[Collected data entries]
++++++

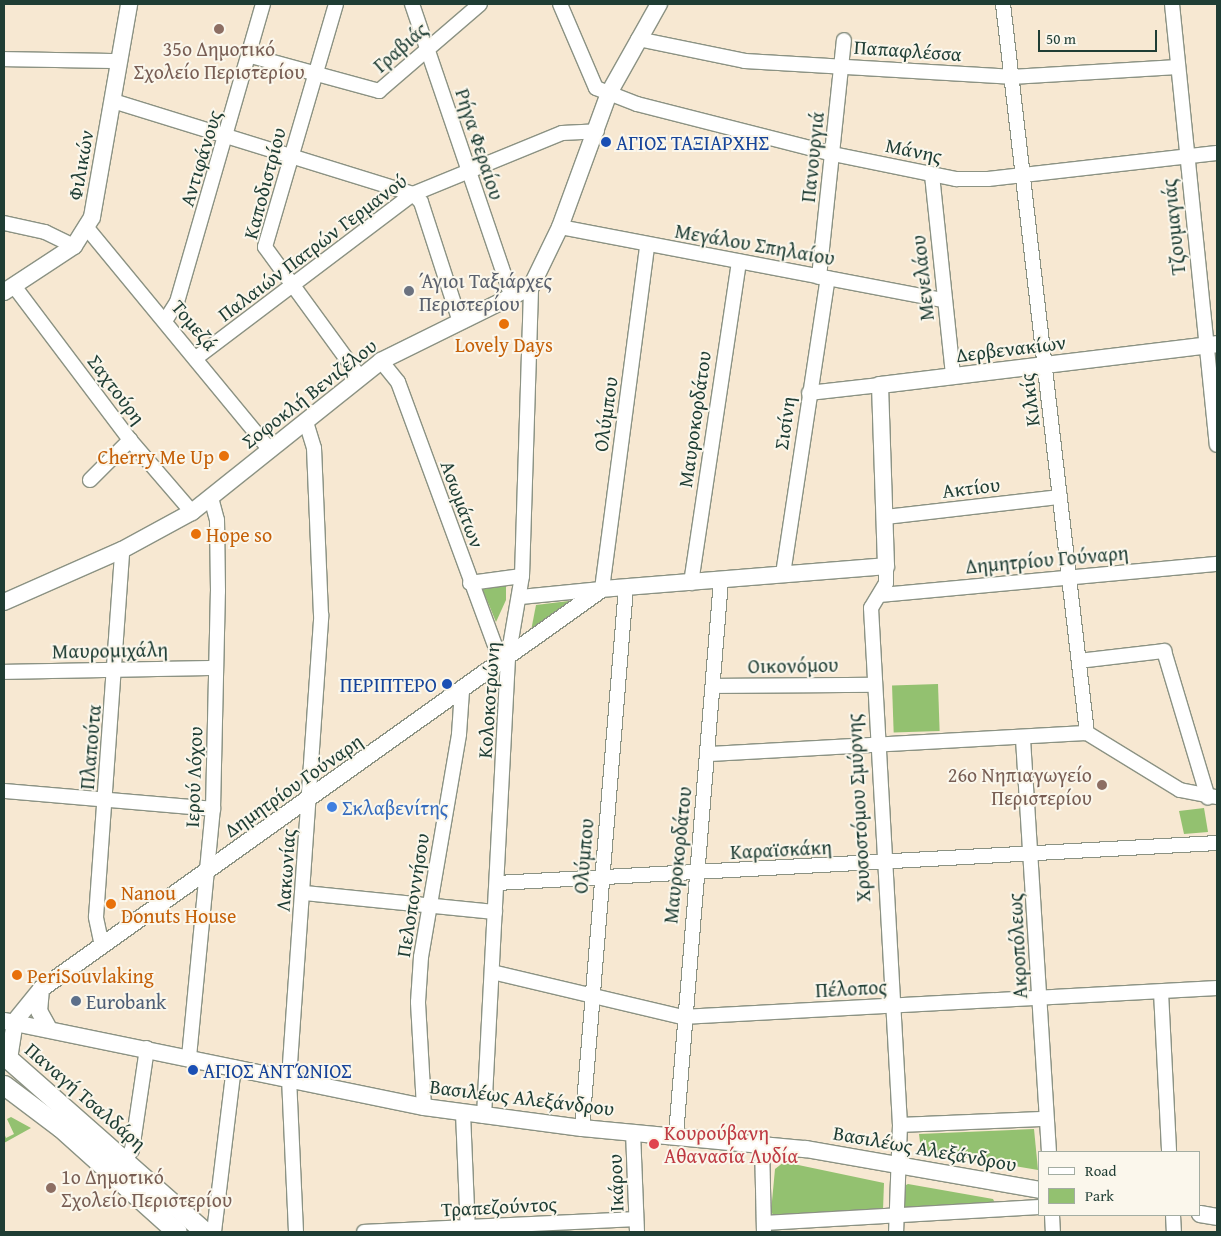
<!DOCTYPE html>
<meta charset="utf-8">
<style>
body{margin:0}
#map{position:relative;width:1221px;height:1236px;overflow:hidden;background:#f7e8d2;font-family:"Gentium Book Plus",serif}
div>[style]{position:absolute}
.green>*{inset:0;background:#93c170;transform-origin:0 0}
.roads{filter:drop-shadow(1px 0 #8b9283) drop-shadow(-1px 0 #8b9283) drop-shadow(0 1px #8b9283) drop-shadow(0 -1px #8b9283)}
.minor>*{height:14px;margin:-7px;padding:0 7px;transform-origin:7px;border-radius:7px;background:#fff}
.tertiary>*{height:16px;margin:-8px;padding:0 8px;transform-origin:8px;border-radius:8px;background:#fff}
.secondary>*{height:19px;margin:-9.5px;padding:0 9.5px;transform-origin:9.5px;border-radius:9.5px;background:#fff}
.dots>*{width:14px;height:14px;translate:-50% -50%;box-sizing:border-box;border:2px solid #fbf7ec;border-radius:50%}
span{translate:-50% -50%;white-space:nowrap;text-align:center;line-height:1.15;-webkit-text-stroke:4px #fbf7ec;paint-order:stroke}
.street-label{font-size:20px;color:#1f3d34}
.education-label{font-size:20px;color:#785e54}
.right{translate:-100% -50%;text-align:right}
.left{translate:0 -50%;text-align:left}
.transit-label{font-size:20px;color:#164399}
.worship-label{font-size:20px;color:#5b616d}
.food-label{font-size:20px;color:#c56008}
.shop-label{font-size:20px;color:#366cbe}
.service-label{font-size:20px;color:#4e5e75}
.health-label{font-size:20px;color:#be3a42}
.frame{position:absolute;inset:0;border:5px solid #1f3d34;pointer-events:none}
.legend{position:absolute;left:1038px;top:1151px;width:162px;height:65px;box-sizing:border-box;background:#fbf7ec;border:1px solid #a3ada2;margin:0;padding:6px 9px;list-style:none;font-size:15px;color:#1f3d34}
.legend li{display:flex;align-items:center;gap:10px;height:25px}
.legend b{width:25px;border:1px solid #a3ada2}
.scale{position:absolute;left:1038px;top:30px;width:119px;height:22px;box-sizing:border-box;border:2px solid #1f3d34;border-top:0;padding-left:6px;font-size:15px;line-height:18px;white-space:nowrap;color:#1f3d34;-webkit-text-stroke:4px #fbf7ec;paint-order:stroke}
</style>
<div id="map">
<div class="green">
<i style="clip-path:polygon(506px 583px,506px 600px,496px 622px,482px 588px)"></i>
<i style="clip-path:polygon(577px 600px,530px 636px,536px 605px)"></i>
<i style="left:938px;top:684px;width:47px;height:46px;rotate:88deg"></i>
<i style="clip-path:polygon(1204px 808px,1208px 832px,1184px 834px,1179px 811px)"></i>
<i style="clip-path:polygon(11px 1117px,31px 1128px,4px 1143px,4px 1133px,6px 1138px,14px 1134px,7px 1119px)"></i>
<i style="clip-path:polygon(1034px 1129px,1038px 1170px,921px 1150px,919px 1134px)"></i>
<i style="clip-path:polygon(784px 1162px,884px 1183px,883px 1210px,776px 1218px,771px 1212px,775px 1169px)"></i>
<i style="clip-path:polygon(908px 1184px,993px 1199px,995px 1203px,908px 1210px,903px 1207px,902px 1187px)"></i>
</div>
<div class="roads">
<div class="minor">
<i style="left:336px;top:4px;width:253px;rotate:106.3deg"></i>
<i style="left:265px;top:247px;width:160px;rotate:53.9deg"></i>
<i style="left:412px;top:4px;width:310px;rotate:71.2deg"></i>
<i style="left:560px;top:4px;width:91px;rotate:66.8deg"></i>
<i style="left:596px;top:88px;width:44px;rotate:21.3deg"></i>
<i style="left:637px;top:104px;width:202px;rotate:14.3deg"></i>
<i style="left:833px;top:154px;width:126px;rotate:11.5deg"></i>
<i style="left:956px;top:179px;width:32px"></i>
<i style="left:988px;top:179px;width:230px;rotate:-6.5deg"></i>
<i style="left:1003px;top:4px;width:734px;rotate:83.43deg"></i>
<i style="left:1172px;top:4px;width:443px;rotate:84.2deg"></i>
<i style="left:638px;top:39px;width:109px;rotate:11.6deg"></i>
<i style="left:745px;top:61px;width:266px;rotate:3.4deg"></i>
<i style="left:1011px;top:77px;width:167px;rotate:-3.4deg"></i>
<i style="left:251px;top:56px;width:133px;rotate:15.3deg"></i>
<i style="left:379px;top:91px;width:133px;rotate:-40.7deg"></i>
<i style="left:4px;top:59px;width:115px;rotate:1deg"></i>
<i style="left:113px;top:101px;width:314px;rotate:17.2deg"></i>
<i style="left:413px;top:194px;width:11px;rotate:45deg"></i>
<i style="left:421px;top:202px;width:126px;rotate:72deg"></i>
<i style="left:932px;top:175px;width:202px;rotate:84deg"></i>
<i style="left:4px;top:223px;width:42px;rotate:12.4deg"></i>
<i style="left:45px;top:232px;width:32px;rotate:26deg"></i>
<i style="left:560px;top:227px;width:391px;rotate:10.8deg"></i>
<i style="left:87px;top:228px;width:288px;rotate:50.5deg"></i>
<i style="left:819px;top:277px;width:238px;rotate:-84deg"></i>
<i style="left:14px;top:286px;width:193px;rotate:53deg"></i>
<i style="left:130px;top:440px;width:95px;rotate:49.3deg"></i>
<i style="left:165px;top:321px;width:22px;rotate:-58deg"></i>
<i style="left:177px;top:302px;width:310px;rotate:-73.9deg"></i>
<i style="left:196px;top:358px;width:272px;rotate:-37.1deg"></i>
<i style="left:413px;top:194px;width:161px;rotate:-22.3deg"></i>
<i style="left:562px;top:133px;width:35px;rotate:-3deg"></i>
<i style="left:381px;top:361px;width:27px;rotate:51deg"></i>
<i style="left:398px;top:382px;width:290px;rotate:69.8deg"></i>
<i style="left:498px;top:654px;width:11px;rotate:22deg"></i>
<i style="left:809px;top:393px;width:71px;rotate:-6.4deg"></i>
<i style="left:90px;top:480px;width:57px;rotate:-45deg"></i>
<i style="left:886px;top:517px;width:175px;rotate:-6.6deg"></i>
<i style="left:886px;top:566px;width:17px;rotate:90deg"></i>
<i style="left:886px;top:583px;width:29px;rotate:121deg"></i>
<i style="left:871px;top:608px;width:518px;rotate:86.79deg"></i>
<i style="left:900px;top:1125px;width:107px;rotate:92.1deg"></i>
<i style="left:783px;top:574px;width:299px;rotate:-81.4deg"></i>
<i style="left:470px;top:583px;width:52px;rotate:-7.7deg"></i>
<i style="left:691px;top:583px;width:325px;rotate:-81.5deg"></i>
<i style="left:881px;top:595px;width:337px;rotate:-5.3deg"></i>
<i style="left:520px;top:597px;width:82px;rotate:-5.6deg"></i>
<i style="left:602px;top:589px;width:347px;rotate:-82.5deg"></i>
<i style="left:1079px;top:661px;width:86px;rotate:-6.7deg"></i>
<i style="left:1164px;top:651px;width:153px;rotate:73.3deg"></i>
<i style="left:4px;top:672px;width:212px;rotate:-1.1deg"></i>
<i style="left:713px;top:686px;width:160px;rotate:-0.4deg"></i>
<i style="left:1023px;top:739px;width:414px;rotate:86.4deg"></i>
<i style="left:708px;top:754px;width:380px;rotate:-3.2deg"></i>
<i style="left:1087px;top:733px;width:109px;rotate:31.5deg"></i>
<i style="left:1180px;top:790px;width:38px;rotate:11deg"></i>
<i style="left:4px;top:791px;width:210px;rotate:4.9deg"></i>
<i style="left:497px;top:883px;width:721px;rotate:-3.18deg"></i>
<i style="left:304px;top:893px;width:192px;rotate:5.7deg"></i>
<i style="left:102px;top:946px;width:30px;rotate:-102deg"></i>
<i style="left:96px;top:917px;width:368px;rotate:-85.9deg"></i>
<i style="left:492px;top:972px;width:195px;rotate:13.3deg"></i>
<i style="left:682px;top:1017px;width:536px;rotate:-3.1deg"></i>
<i style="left:1161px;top:992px;width:160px;rotate:87.1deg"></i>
<i style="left:189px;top:1057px;width:249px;rotate:-84.5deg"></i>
<i style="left:213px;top:809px;width:218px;rotate:-88.7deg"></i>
<i style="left:218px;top:591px;width:71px;rotate:-90.8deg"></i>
<i style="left:217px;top:520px;width:24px;rotate:-105deg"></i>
<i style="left:424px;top:1107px;width:105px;rotate:-93.3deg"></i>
<i style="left:418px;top:1002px;width:45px;rotate:-86.2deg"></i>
<i style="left:421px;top:957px;width:226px;rotate:-80.3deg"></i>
<i style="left:459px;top:734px;width:43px;rotate:-86deg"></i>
<i style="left:463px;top:1113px;width:119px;rotate:87.6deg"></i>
<i style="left:484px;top:1116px;width:459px;rotate:-87deg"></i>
<i style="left:508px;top:658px;width:83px;rotate:-80.3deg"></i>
<i style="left:522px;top:576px;width:289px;rotate:-88.2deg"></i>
<i style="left:900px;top:1125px;width:146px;rotate:-2.4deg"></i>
<i style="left:582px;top:1128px;width:543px;rotate:-85.35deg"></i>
<i style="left:633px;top:1132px;width:100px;rotate:87.7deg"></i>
<i style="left:676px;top:1135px;width:557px;rotate:-85.36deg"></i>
<i style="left:762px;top:1144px;width:88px;rotate:88.7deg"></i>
<i style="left:120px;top:1167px;width:21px;rotate:-55deg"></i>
<i style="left:132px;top:1150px;width:103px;rotate:-81.6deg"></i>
<i style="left:1052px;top:1215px;width:17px;rotate:87deg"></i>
<i style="left:1173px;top:1215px;width:17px;rotate:87deg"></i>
<i style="left:764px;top:1223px;width:276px;rotate:-3.3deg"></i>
<i style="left:214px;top:1232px;width:166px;rotate:-83.1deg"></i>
<i style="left:296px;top:1232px;width:154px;rotate:-92.6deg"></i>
<i style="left:289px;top:1078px;width:464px;rotate:-86deg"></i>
<i style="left:321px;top:615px;width:167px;rotate:-92.4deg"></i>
<i style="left:314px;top:448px;width:27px;rotate:-107deg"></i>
<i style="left:364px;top:1232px;width:272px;rotate:-2.7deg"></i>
</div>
<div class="tertiary">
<i style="left:4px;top:292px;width:84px;rotate:-33.3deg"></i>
<i style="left:74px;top:246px;width:34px;rotate:-58deg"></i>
<i style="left:92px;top:217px;width:216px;rotate:-80.1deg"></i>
<i style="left:4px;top:602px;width:129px;rotate:-23.8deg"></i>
<i style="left:122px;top:550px;width:80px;rotate:-28.5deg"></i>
<i style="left:192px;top:512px;width:242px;rotate:-38.6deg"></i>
<i style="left:381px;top:361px;width:167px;rotate:-26.3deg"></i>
<i style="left:531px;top:287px;width:67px;rotate:-64.2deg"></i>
<i style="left:560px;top:227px;width:143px;rotate:-69.9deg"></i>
<i style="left:609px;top:93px;width:102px;rotate:-60.7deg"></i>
<i style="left:41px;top:989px;width:22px;rotate:95deg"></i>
<i style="left:39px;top:1011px;width:18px;rotate:61deg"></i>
<i style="left:5px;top:1021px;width:428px;rotate:11.6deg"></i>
<i style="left:424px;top:1107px;width:159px;rotate:7.6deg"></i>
<i style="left:582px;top:1128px;width:225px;rotate:5.4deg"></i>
<i style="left:806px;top:1149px;width:238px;rotate:9.9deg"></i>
<i style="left:9px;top:1059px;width:38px;rotate:-81deg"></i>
<i style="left:15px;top:1021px;width:41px;rotate:-50.9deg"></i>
<i style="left:41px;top:989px;width:689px;rotate:-35.49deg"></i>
<i style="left:602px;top:589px;width:285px;rotate:-4.6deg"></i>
<i style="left:886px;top:566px;width:181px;rotate:-91.9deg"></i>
<i style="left:880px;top:385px;width:339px;rotate:-6.9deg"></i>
<i style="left:1200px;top:1214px;width:17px;rotate:10deg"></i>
</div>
<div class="secondary">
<i style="left:4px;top:1055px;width:268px;rotate:41.4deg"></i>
<i style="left:4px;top:1085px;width:70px;rotate:36.9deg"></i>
<i style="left:60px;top:1127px;width:157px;rotate:41.9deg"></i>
</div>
</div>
<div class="dots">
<i style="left:219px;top:29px;background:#8d6e63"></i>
<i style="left:606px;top:142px;background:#1a4fb4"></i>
<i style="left:409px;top:291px;background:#6b7280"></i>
<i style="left:504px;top:324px;background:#e8710a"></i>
<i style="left:224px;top:456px;background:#e8710a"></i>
<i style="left:196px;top:534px;background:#e8710a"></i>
<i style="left:447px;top:684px;background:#1a4fb4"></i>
<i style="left:1102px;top:785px;background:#8d6e63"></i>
<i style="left:332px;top:807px;background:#3f7fe0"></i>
<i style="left:111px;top:904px;background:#e8710a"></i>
<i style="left:17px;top:975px;background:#e8710a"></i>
<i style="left:76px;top:1001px;background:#5c6f8a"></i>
<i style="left:193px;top:1070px;background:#1a4fb4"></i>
<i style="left:654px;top:1144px;background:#e0444e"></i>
<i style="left:51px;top:1188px;background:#8d6e63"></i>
</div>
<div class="street-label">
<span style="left:400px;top:47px;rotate:-41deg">Γραβιάς</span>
<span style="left:908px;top:50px;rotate:4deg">Παπαφλέσσα</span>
<span style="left:480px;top:144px;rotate:72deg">Ρήγα Φεραίου</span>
<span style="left:914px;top:150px;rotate:12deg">Μάνης</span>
<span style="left:812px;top:157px;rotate:-84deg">Πανουργιά</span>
<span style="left:200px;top:158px;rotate:-73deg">Αντιφάνους</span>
<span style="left:80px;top:165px;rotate:-80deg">Φιλικών</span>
<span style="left:264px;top:183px;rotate:-75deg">Καποδιστρίου</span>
<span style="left:1173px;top:227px;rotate:-96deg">Τζουμαγιάς</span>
<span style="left:755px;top:244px;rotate:10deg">Μεγάλου Σπηλαίου</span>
<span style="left:312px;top:247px;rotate:-37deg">Παλαιών Πατρών Γερμανού</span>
<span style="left:922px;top:278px;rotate:-96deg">Μενελάου</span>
<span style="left:195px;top:325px;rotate:50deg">Τομεζά</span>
<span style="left:1011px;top:348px;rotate:-7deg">Δερβενακίων</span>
<span style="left:117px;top:389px;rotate:53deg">Σαχτούρη</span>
<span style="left:309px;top:393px;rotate:-38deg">Σοφοκλή Βενιζέλου</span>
<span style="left:1029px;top:400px;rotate:-97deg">Κιλκίς</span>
<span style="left:605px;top:414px;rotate:-82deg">Ολύμπου</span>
<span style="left:694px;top:419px;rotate:-82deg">Μαυροκορδάτου</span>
<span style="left:784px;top:423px;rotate:-82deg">Σισίνη</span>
<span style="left:971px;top:487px;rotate:-7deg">Ακτίου</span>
<span style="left:463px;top:504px;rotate:70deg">Ασωμάτων</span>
<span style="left:1047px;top:559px;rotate:-5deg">Δημητρίου Γούναρη</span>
<span style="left:110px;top:650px;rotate:-1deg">Μαυρομιχάλη</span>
<span style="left:793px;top:665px;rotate:-1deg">Οικονόμου</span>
<span style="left:488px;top:700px;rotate:-86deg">Κολοκοτρώνη</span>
<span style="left:90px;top:747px;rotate:-85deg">Πλαπούτα</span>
<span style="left:193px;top:777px;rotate:-88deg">Ιερού Λόχου</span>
<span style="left:293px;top:785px;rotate:-35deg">Δημητρίου Γούναρη</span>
<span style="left:858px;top:808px;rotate:-93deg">Χρυσοστόμου Σμύρνης</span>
<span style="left:781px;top:849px;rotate:-3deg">Καραϊσκάκη</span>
<span style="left:677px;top:855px;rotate:-84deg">Μαυροκορδάτου</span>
<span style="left:583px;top:856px;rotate:-85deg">Ολύμπου</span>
<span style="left:285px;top:870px;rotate:-86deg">Λακωνίας</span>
<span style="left:412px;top:895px;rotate:-81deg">Πελοποννήσου</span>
<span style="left:1017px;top:946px;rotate:-93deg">Ακροπόλεως</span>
<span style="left:851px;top:988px;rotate:-3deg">Πέλοπος</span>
<span style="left:86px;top:1096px;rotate:41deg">Παναγή Τσαλδάρη</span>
<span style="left:522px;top:1097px;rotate:7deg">Βασιλέως Αλεξάνδρου</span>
<span style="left:925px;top:1148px;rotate:10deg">Βασιλέως Αλεξάνδρου</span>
<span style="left:615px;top:1183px;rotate:-92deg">Ικάρου</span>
<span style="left:499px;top:1206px;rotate:-3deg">Τραπεζούντος</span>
</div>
<div class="education-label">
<span style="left:219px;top:60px">35ο Δημοτικό<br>Σχολείο Περιστερίου</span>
<span class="right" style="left:1092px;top:786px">26ο Νηπιαγωγείο<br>Περιστερίου</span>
<span class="left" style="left:61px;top:1188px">1ο Δημοτικό<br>Σχολείο Περιστερίου</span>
</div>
<div class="transit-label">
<span class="left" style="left:616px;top:142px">ΑΓΙΟΣ ΤΑΞΙΑΡΧΗΣ</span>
<span class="right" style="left:437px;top:684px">ΠΕΡΙΠΤΕΡΟ</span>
<span class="left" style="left:203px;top:1070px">ΑΓΙΟΣ ΑΝΤΏΝΙΟΣ</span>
</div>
<div class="worship-label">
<span class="left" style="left:419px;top:292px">Άγιοι Ταξιάρχες<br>Περιστερίου</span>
</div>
<div class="food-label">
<span style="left:504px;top:344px">Lovely Days</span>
<span class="right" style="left:214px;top:456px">Cherry Me Up</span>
<span class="left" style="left:206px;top:534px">Hope so</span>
<span class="left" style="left:121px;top:904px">Nanou<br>Donuts House</span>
<span class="left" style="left:27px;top:975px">PeriSouvlaking</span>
</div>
<div class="shop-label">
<span class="left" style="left:342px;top:807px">Σκλαβενίτης</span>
</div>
<div class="service-label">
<span class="left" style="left:86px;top:1001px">Eurobank</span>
</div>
<div class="health-label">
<span class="left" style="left:664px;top:1144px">Κουρούβανη<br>Αθανασία Λυδία</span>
</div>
<div class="frame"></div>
<ul class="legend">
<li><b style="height:6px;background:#fff"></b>Road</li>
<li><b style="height:14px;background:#93c170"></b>Park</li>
</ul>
<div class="scale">50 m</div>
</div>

++++++

--- Task requirements ---
When the word "roads" shows up in a line of the entries, report that line.

--- Task answer ---
.roads{filter:drop-shadow(1px 0 #8b9283) drop-shadow(-1px 0 #8b9283) drop-shadow(0 1px #8b9283) drop-shadow(0 -1px #8b9283)}
<div class="roads">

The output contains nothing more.